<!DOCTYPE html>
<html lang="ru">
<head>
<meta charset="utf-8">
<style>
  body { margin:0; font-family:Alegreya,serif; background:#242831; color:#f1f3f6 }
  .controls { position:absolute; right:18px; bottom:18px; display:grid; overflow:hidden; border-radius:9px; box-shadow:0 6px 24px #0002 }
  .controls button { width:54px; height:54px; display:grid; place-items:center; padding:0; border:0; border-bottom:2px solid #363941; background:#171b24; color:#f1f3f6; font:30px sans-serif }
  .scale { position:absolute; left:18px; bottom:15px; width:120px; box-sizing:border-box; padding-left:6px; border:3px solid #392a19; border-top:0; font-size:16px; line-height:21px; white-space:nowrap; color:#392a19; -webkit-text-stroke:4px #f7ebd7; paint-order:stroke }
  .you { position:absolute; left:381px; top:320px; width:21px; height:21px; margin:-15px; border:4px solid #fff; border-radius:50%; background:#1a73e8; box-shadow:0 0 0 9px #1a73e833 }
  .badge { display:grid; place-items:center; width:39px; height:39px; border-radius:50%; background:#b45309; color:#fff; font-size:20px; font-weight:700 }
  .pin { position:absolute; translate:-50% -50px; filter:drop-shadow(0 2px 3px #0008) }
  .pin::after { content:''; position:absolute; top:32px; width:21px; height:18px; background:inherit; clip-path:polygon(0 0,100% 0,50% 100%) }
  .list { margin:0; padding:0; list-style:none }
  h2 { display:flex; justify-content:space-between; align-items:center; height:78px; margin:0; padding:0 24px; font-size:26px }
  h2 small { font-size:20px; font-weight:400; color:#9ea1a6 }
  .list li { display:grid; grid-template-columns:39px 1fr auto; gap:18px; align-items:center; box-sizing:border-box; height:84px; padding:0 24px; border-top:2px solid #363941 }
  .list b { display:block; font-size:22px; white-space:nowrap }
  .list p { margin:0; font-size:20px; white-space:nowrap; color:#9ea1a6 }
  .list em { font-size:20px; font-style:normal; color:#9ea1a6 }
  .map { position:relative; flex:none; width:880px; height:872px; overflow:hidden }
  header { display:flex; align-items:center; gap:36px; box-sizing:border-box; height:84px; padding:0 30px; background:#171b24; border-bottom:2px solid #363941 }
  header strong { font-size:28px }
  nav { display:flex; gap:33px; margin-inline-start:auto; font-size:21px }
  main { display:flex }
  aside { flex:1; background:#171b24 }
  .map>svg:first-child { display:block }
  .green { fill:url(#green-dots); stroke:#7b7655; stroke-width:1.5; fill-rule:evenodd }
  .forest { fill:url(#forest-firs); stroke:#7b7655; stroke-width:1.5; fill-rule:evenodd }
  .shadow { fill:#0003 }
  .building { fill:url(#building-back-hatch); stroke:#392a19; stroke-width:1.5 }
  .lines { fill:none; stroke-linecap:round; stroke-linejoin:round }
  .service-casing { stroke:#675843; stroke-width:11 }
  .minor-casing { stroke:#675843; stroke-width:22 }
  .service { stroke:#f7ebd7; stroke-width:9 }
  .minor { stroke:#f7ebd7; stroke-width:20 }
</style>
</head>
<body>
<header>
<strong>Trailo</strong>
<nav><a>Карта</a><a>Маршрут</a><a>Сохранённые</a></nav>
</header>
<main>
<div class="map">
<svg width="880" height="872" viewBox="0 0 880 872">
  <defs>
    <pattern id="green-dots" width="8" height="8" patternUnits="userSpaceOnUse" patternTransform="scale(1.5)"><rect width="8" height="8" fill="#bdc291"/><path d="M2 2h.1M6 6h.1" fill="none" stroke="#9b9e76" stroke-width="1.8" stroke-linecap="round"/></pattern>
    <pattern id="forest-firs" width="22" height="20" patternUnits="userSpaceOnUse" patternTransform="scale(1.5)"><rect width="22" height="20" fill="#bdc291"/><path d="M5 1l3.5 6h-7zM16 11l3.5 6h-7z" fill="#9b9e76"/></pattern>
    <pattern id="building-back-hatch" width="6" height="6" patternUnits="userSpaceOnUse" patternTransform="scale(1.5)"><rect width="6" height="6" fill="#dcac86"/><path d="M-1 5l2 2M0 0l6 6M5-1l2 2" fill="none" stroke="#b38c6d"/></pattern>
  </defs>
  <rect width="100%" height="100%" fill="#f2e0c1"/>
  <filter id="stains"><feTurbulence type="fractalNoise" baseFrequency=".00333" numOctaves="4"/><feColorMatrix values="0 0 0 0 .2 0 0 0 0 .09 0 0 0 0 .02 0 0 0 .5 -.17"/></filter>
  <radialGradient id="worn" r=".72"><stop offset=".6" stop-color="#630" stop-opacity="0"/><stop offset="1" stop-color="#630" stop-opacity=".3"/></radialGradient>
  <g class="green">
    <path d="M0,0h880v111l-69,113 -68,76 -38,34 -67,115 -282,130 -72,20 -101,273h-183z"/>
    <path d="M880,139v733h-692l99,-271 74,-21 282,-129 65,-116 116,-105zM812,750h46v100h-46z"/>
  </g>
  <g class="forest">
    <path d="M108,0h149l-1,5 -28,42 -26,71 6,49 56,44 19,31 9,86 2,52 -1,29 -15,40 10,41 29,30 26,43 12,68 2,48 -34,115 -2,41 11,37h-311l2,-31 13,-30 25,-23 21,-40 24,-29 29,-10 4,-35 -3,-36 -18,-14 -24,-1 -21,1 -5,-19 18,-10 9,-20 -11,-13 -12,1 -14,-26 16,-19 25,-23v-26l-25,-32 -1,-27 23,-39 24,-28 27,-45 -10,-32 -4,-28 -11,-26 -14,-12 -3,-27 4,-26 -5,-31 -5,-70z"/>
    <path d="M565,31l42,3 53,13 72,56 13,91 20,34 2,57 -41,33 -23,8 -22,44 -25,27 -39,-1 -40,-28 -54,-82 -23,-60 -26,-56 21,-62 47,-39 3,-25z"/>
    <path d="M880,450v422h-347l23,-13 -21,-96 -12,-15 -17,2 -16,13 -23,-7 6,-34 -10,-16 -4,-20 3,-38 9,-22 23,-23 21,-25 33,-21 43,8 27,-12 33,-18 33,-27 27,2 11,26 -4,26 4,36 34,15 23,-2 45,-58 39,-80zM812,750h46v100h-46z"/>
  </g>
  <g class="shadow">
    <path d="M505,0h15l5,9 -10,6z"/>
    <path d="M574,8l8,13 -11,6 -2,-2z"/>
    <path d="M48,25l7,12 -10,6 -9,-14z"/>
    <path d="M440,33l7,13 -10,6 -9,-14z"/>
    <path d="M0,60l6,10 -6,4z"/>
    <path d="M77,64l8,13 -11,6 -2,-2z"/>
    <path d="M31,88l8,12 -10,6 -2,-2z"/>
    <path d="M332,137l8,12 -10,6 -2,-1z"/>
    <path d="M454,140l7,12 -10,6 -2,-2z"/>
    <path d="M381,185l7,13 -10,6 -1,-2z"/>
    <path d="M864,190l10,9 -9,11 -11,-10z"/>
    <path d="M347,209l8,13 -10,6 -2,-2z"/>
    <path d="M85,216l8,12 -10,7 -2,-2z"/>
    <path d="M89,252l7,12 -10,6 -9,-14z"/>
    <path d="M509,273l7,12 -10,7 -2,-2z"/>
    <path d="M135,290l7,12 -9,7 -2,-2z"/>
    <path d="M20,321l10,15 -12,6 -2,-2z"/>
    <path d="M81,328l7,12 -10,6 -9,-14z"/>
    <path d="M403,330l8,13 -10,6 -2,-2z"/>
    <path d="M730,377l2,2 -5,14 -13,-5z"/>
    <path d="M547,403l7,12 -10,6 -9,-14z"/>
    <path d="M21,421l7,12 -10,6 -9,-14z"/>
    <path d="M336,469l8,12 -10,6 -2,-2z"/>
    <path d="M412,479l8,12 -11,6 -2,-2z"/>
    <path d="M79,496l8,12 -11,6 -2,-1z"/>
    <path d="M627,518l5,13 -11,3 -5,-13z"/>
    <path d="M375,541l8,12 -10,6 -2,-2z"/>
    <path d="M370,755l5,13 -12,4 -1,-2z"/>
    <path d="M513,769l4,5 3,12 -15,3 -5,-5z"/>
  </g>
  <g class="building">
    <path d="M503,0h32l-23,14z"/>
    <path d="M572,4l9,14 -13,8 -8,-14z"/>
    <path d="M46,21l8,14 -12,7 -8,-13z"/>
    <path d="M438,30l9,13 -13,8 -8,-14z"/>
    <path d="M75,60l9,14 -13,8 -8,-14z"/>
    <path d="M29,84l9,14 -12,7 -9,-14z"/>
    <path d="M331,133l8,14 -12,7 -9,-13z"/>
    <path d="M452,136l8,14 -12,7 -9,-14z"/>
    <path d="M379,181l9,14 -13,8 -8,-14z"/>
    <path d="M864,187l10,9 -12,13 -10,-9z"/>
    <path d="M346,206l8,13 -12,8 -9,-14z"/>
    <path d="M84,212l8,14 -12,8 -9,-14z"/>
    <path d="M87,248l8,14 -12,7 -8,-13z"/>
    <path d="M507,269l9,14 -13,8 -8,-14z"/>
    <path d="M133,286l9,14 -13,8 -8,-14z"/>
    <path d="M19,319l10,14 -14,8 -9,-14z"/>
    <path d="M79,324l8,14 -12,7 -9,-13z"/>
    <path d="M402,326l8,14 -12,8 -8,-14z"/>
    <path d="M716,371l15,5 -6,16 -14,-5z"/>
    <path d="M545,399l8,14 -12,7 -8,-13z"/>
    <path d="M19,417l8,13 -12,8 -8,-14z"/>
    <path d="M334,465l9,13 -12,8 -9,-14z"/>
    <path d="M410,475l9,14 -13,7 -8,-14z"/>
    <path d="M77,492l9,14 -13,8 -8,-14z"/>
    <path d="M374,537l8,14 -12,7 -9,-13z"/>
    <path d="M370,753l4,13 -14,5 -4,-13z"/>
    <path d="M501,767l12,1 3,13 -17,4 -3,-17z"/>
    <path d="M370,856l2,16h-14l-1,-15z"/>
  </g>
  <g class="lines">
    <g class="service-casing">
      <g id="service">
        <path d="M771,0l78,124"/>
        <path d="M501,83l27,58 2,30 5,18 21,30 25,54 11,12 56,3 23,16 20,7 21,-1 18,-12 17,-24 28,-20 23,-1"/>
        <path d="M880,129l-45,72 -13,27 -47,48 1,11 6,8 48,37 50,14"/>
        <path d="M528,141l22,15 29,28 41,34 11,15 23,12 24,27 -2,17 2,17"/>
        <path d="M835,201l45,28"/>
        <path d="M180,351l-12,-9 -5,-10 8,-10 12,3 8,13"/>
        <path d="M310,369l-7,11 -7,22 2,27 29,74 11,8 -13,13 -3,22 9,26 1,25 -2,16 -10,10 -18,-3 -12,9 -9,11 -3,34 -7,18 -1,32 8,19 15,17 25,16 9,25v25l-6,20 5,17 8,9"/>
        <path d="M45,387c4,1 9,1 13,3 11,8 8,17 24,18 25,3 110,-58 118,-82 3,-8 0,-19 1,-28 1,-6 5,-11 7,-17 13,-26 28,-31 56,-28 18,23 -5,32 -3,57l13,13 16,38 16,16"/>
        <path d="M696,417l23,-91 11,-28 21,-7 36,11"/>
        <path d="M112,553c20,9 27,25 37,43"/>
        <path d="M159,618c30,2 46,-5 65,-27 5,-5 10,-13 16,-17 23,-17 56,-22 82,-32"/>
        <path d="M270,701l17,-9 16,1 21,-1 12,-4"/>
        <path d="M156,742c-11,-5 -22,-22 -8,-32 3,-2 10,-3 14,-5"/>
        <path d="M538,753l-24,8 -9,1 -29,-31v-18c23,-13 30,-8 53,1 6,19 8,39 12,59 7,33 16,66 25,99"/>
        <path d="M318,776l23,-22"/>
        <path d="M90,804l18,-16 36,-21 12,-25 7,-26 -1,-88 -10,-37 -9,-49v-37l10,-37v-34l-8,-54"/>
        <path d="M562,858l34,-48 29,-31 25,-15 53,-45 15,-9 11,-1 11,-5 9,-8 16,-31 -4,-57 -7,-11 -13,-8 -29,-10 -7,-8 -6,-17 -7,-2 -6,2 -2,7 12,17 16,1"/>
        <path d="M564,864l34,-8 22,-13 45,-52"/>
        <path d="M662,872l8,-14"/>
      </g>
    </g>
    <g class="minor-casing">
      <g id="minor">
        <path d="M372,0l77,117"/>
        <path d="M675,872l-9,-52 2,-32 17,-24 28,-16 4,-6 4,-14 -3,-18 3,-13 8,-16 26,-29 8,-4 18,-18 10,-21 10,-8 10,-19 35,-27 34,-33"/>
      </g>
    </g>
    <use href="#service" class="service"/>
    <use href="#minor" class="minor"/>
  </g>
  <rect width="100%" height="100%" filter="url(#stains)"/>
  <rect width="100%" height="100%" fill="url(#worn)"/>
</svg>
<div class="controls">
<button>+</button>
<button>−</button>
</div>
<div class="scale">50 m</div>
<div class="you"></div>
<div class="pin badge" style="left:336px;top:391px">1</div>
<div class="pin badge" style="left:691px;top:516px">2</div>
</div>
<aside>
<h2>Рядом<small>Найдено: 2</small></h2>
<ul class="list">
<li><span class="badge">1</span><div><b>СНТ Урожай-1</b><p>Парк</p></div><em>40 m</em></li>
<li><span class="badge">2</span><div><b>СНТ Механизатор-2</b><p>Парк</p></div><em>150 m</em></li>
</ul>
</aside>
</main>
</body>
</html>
• • •
* WORK TO BE COMPLETED
Each line from the first line of the listing through the line containing "width:54px; height:54px; display:grid;" must be set down exactly; no other line belongs in the answer.

* SOLVED EXERCISE
<!DOCTYPE html>
<html lang="ru">
<head>
<meta charset="utf-8">
<style>
  body { margin:0; font-family:Alegreya,serif; background:#242831; color:#f1f3f6 }
  .controls { position:absolute; right:18px; bottom:18px; display:grid; overflow:hidden; border-radius:9px; box-shadow:0 6px 24px #0002 }
  .controls button { width:54px; height:54px; display:grid; place-items:center; padding:0; border:0; border-bottom:2px solid #363941; background:#171b24; color:#f1f3f6; font:30px sans-serif }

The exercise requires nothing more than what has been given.